Work instruction => Please filter the entries for the word "Annotation" and copy every line that has it.

Stored data:

Start of Block

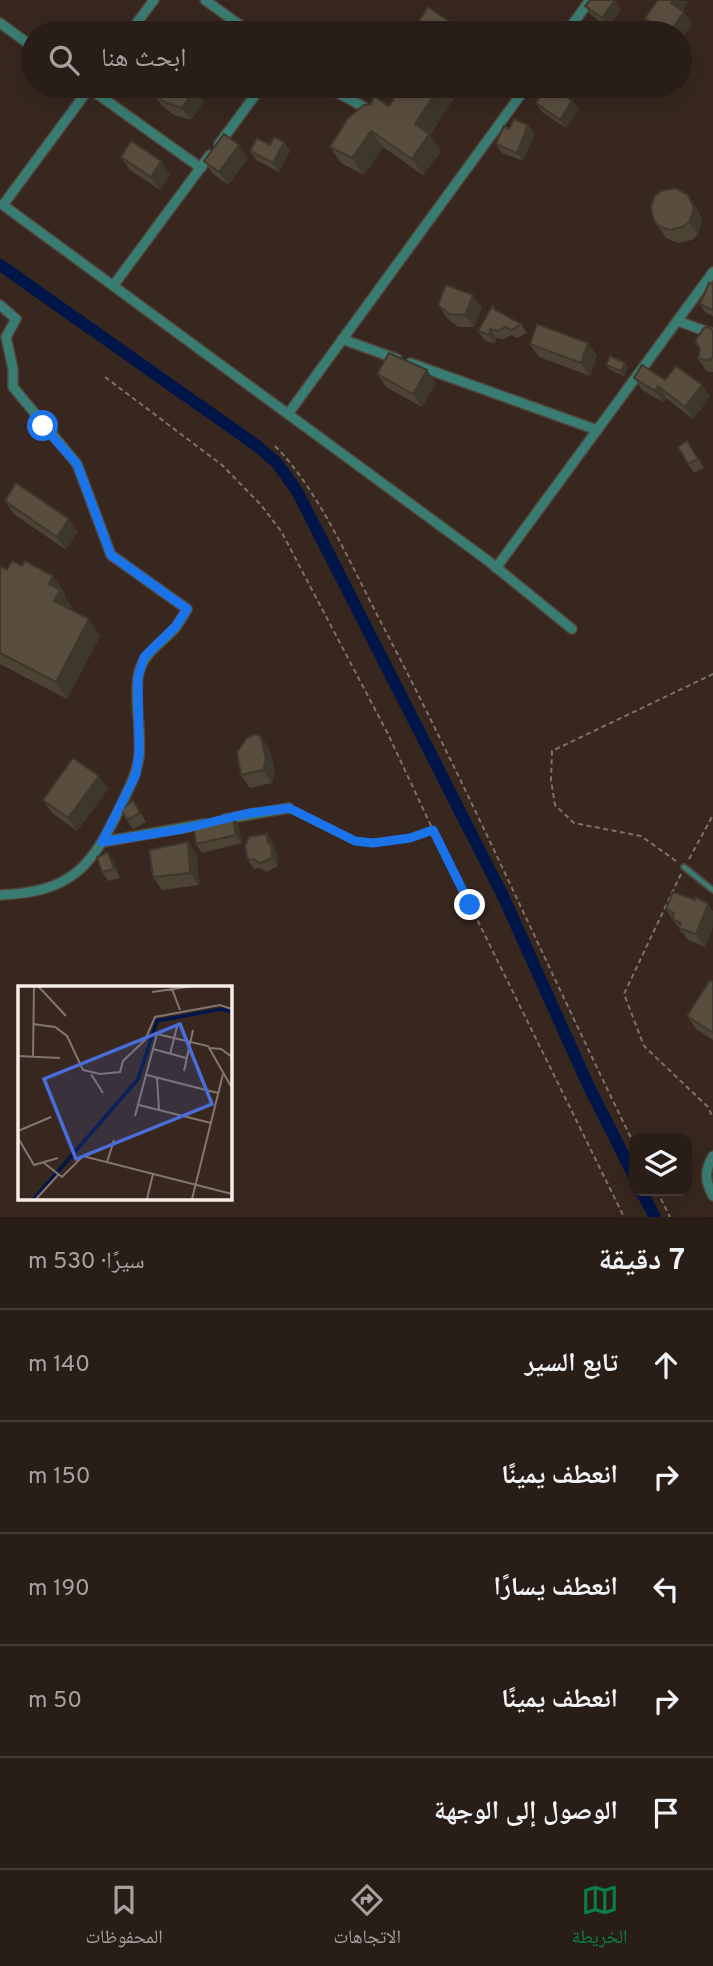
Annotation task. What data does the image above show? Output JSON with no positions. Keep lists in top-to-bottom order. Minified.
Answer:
{"page":{"search":"ابحث هنا","heading":["7 دقيقة","سيرًا · 530 m"],"list":[["تابع السير","140 m"],["انعطف يمينًا","150 m"],["انعطف يسارًا","190 m"],["انعطف يمينًا","50 m"],"الوصول إلى الوجهة"],"nav":["الخريطة","الاتجاهات","المحفوظات"]}}
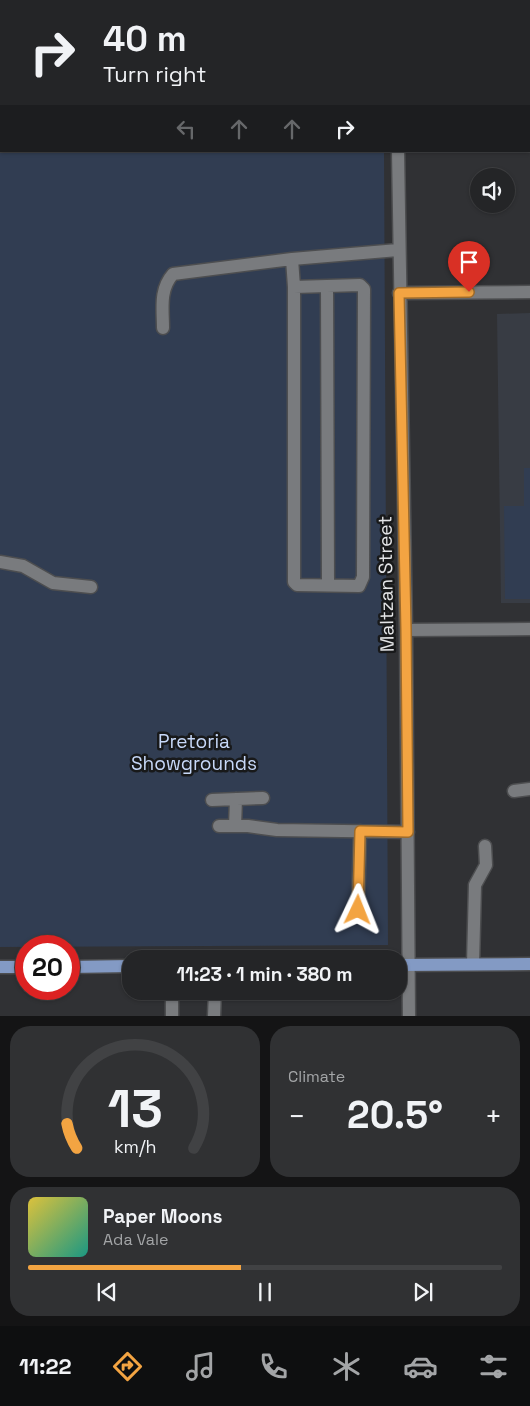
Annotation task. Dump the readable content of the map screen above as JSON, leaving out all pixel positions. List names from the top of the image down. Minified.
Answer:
{"streets":{"street":["Maltzan Street"]},"parks":["Pretoria Showgrounds"],"page":{"turn":["40 m","Turn right"],"limit":"20","trip":"11:23 · 1 min · 380 m","tile":"Climate","heat":["−","20.5°","+"],"song":["Paper Moons","Ada Vale"],"tabs":"11:22","gauge":["13","km/h"]}}
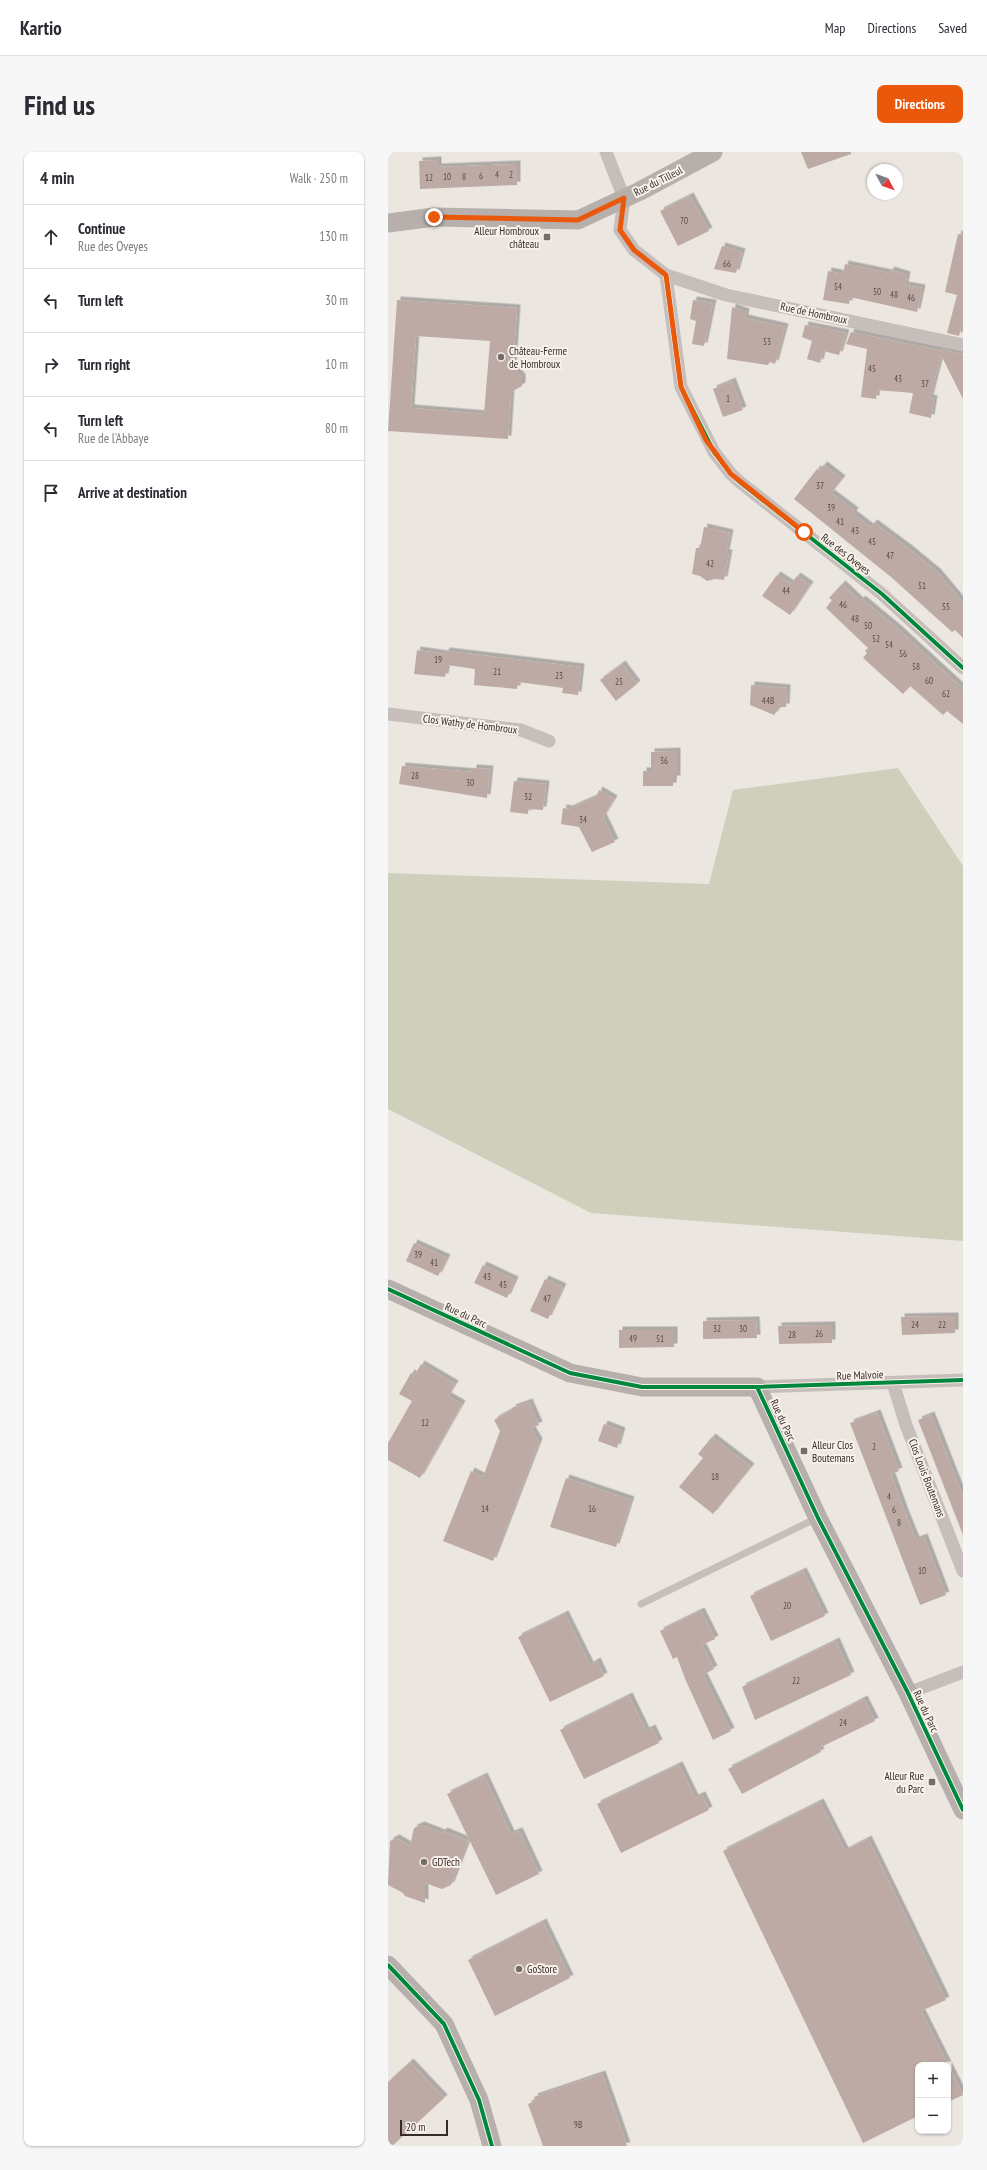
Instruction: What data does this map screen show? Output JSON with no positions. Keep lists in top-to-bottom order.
{
  "streets": {
    "street": [
      "Rue du Tilleul",
      "Rue de Hombroux",
      "Rue des Oveyes",
      "Clos Wathy de Hombroux",
      "Rue du Parc",
      "Rue Malvoie",
      "Clos Louis Boutemans"
    ]
  },
  "crossings": [
    ["Rue du Tilleul", "Rue de Hombroux"],
    ["Rue de Hombroux", "Rue des Oveyes"],
    ["Rue du Parc", "Rue Malvoie"],
    ["Rue Malvoie", "Clos Louis Boutemans"]
  ],
  "places": {
    "transit": ["Alleur Hombroux château", "Alleur Clos Boutemans", "Alleur Rue du Parc"],
    "other": ["Château-Ferme de Hombroux", "GDTech", "GoStore"]
  },
  "house_numbers": [
    "4",
    "2",
    "6",
    "10",
    "8",
    "12",
    "70",
    "66",
    "54",
    "50",
    "48",
    "46",
    "53",
    "45",
    "43",
    "37",
    "1",
    "37",
    "39",
    "41",
    "43",
    "45",
    "47",
    "42",
    "51",
    "44",
    "46",
    "55",
    "48",
    "50",
    "52",
    "54",
    "56",
    "19",
    "58",
    "21",
    "23",
    "60",
    "25",
    "62",
    "44B",
    "36",
    "28",
    "30",
    "32",
    "34",
    "39",
    "41",
    "43",
    "45",
    "47",
    "24",
    "22",
    "32",
    "30",
    "26",
    "28",
    "49",
    "51",
    "12",
    "2",
    "18",
    "4",
    "14",
    "16",
    "6",
    "8",
    "10",
    "20",
    "22",
    "24",
    "9B"
  ],
  "scale_bar": "20 m",
  "north": "bottom right",
  "page": {
    "header": "Kartio",
    "nav": ["Map", "Directions", "Saved"],
    "buttons": "Directions",
    "title": "Find us",
    "heading": ["4 min", "Walk · 250 m"],
    "list": [
      ["Continue", "Rue des Oveyes", "130 m"],
      ["Turn left", "30 m"],
      ["Turn right", "10 m"],
      ["Turn left", "Rue de l'Abbaye", "80 m"],
      "Arrive at destination"
    ],
    "map_buttons": ["+", "−"],
    "scale": "20 m"
  }
}
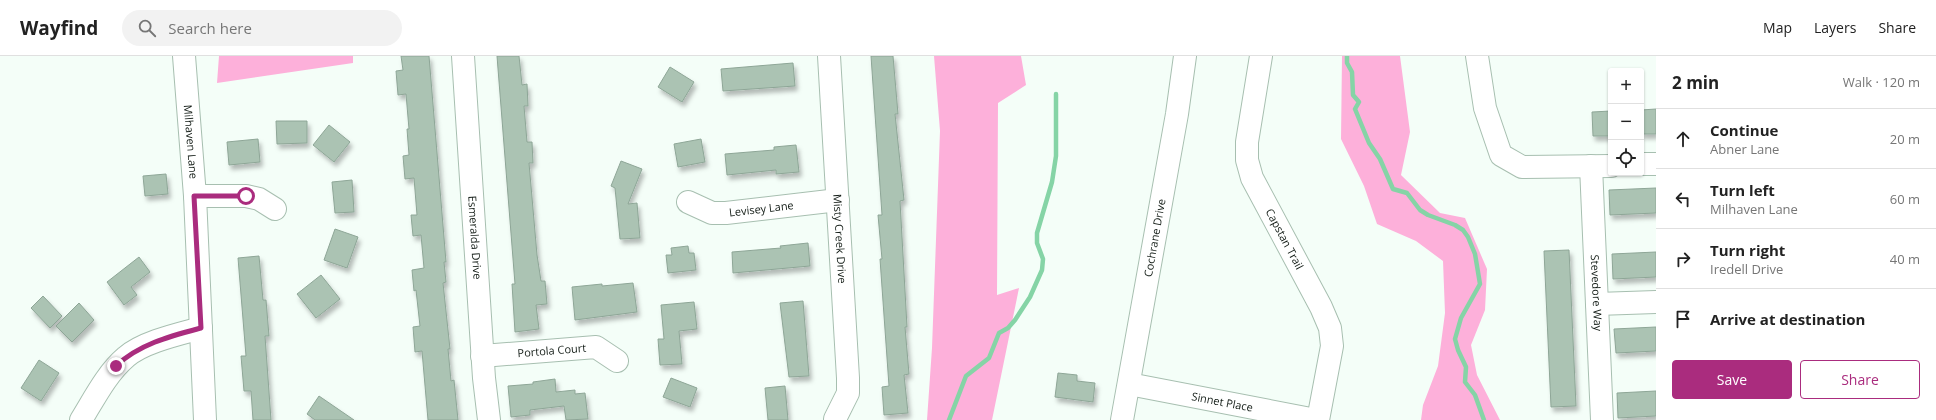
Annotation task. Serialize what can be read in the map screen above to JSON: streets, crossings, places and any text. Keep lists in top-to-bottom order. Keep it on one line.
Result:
{"streets":{"street":["Milhaven Lane","Levisey Lane","Esmeralda Drive","Cochrane Drive","Misty Creek Drive","Capstan Trail","Stevedore Way","Portola Court","Sinnet Place"]},"crossings":[["Levisey Lane","Misty Creek Drive"],["Esmeralda Drive","Portola Court"],["Cochrane Drive","Sinnet Place"],["Capstan Trail","Sinnet Place"]],"page":{"header":"Wayfind","search":"Search here","nav":["Map","Layers","Share"],"heading":["2 min","Walk · 120 m"],"map_buttons":["+","−"],"list":[["Continue","Abner Lane","20 m"],["Turn left","Milhaven Lane","60 m"],["Turn right","Iredell Drive","40 m"],"Arrive at destination"],"buttons":["Save","Share"]}}
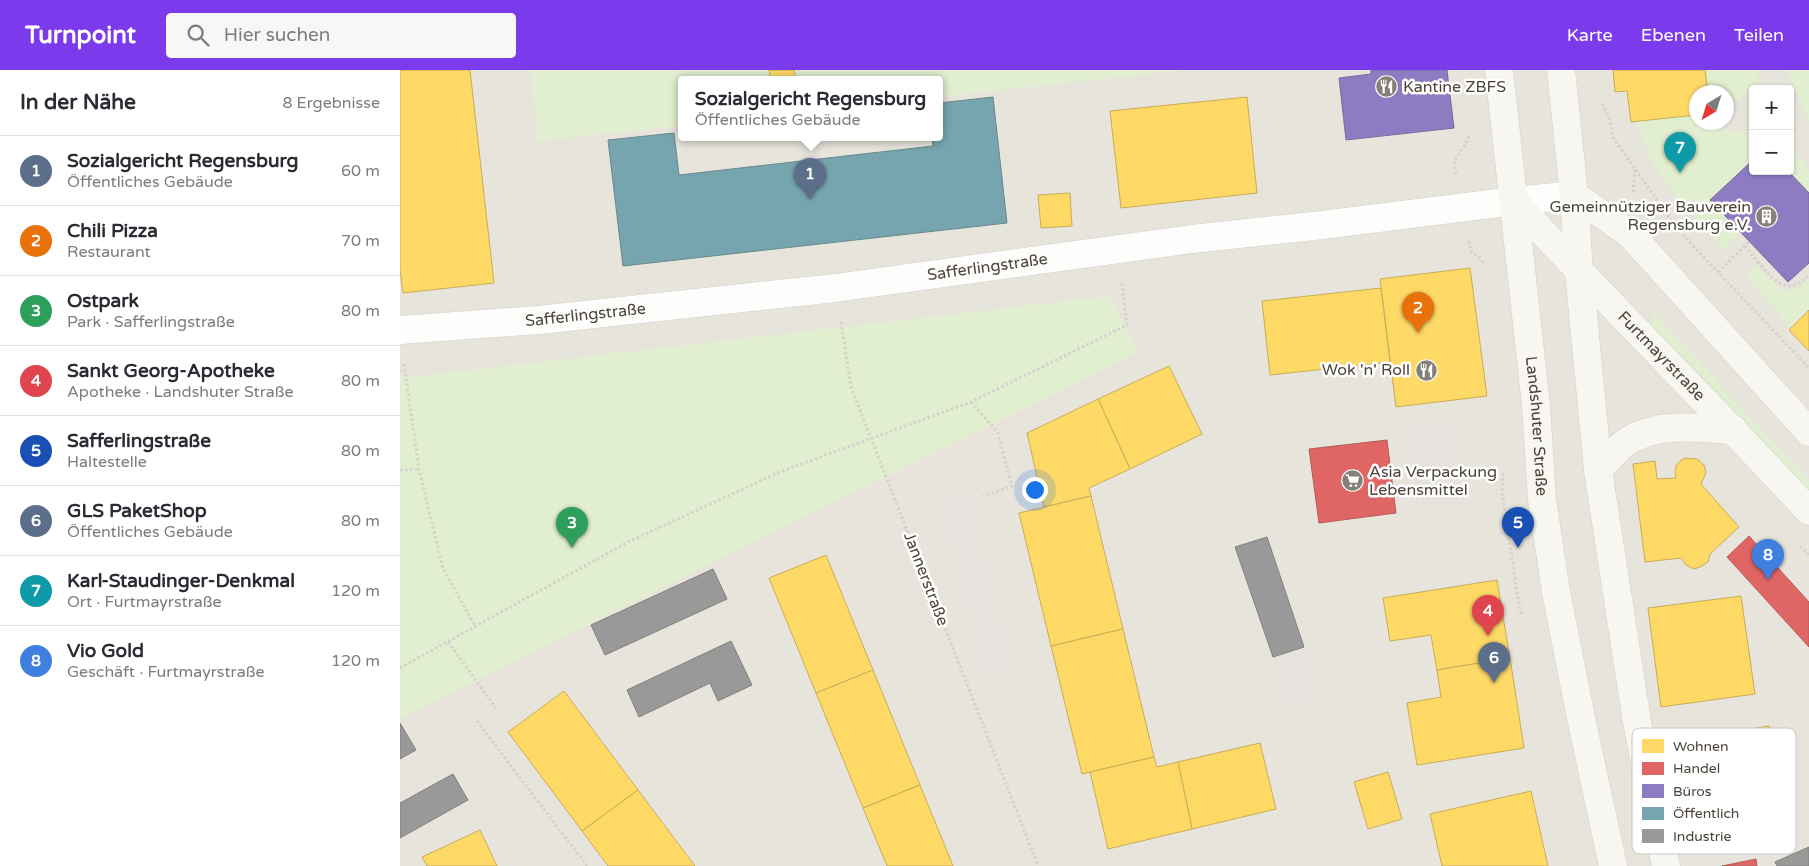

End of Block

Exercise output =>
Annotation task. What data does the image above show? Output JSON with no positions. Keep lists in top-to-bottom order. Minified.
Annotation task. Dump the readable content of the map screen above as JSON, leaving out all pixel positions. List names from the top of the image down. Minified.
Annotation task. Serialize what can be read in the map screen above to JSON: streets, crossings, places and any text. Keep lists in top-to-bottom order. Keep it on one line.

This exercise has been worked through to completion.